You don't have to take them for very long to have withdrawal symptoms after stopping. The effects of stopping can include crippling anxiety. Not exactly the best thing for someone having bad anxiety in the first place.
I have eventually crippling genetic anxiety and "depression of a bi-polar nature" (it's most like bipolar depression, but I never go manic unless I'm prescribed the wrong drug (which is not uncommon in general)). A low dose of the now generic Seroquel, an atypical antiphychoic, was a life saver, without it I'd only get 4 hours of sleep a night when I need 8. I also take a stiff dose of now generic Lexapro, which is laser precise in its action.
It took years for me and my doctors to figure out this regimen that seems to be as good as possible unless and until an anti-anxiety wonder drug is developed.
I'm not keen on being a slave to meds, so I'm currently weaning myself off 1mg a day (Effexor is notoriously bad to quit cold turkey). I did this a couple years ago and got to 30mg before I felt like I was experiencing anxious symptoms. These days I'm married, I meditate, and am all around less of a spazz.
"I'm so practiced at having them, nobody standing around me is ever aware that I'm having a sudden bout of tachycardia and growing concerns that my heart is about to explode in my chest"

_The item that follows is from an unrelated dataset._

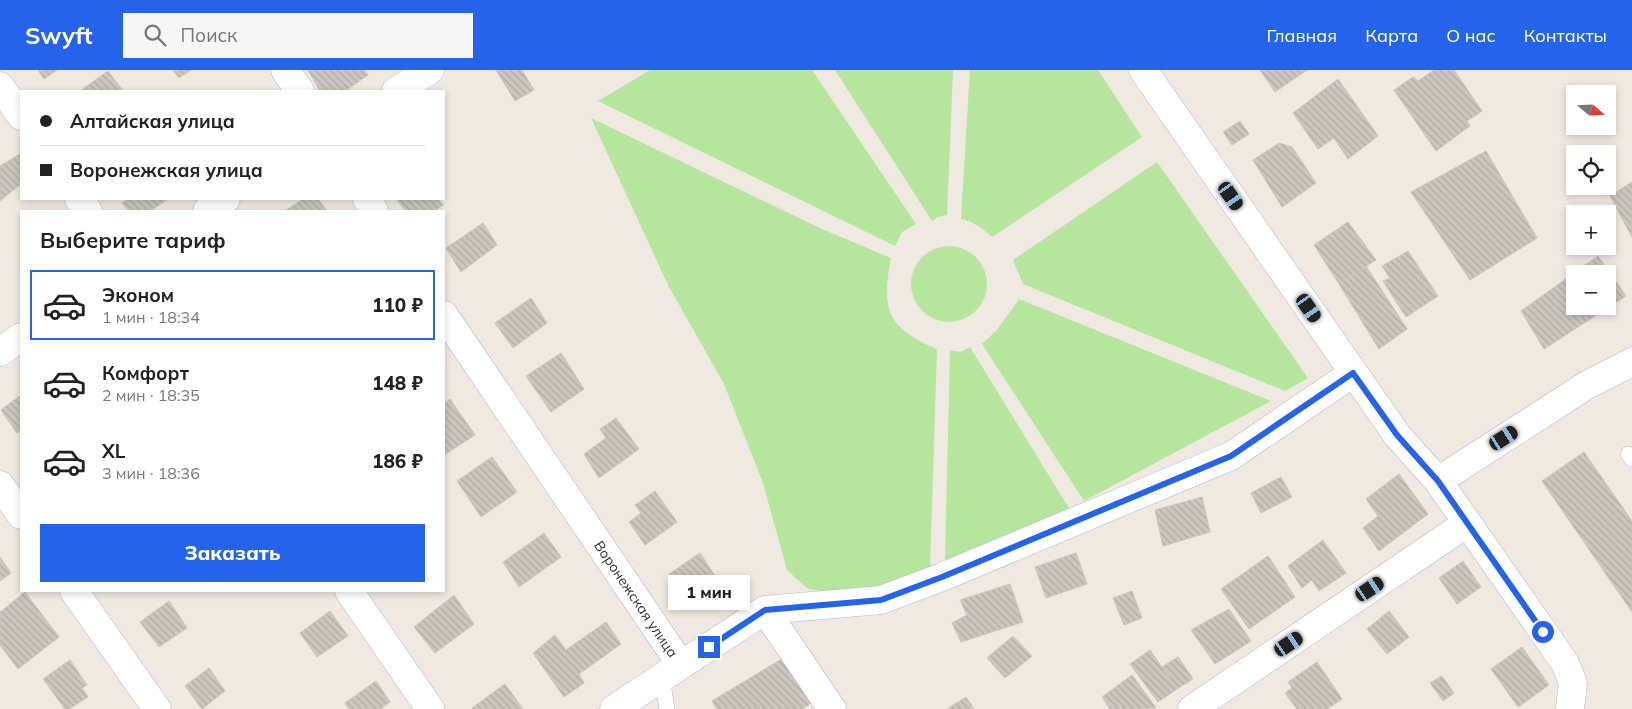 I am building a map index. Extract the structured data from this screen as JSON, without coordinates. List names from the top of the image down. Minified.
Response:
{"streets":{"street":["Воронежская улица"]},"north":"right","page":{"header":"Swyft","search":"Поиск","nav":["Главная","Карта","О нас","Контакты"],"map_buttons":["+","−"],"banner":["Алтайская улица","Воронежская улица"],"heading":"Выберите тариф","list":[{"name":"Эконом","note":"1 мин · 18:34","value":"110 ₽"},{"name":"Комфорт","note":"2 мин · 18:35","value":"148 ₽"},{"name":"XL","note":"3 мин · 18:36","value":"186 ₽"}],"buttons":"Заказать","bubble":"1 мин"}}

Believe me, I recall that sensation, and I don't miss it. If I need to take meds for the rest of my life to avoid those types of experiences, so be it. When I was preoccupied with dealing with that level of anxiety, I was missing out on more than I realized.
I took Zoloft for about 8 months and then weaned off and I feel back to normal.
Pot and Kolonpin (and other benzos) are really only for temporary treatment. I'd recommend taking SSRIs but you have to wait for the 6 week ramp up period to see if it works. If it doesn't, you have to change SSRIs.
After awhile, I was getting these insane headaches, like stabbed in the brain with a rusty knife type headache. Those lasted a few weeks.
And then came the brain shivers. Moving my eyes, or rapidly turning my head, would cause an electric shock sensation that, from what I've read, was similar to what people having a stroke experience. Like lightning in your head. It wasn't painful like the headaches, but it was well beyond annoying, if not completely frightening. I'd sometimes lose my balance and fall over.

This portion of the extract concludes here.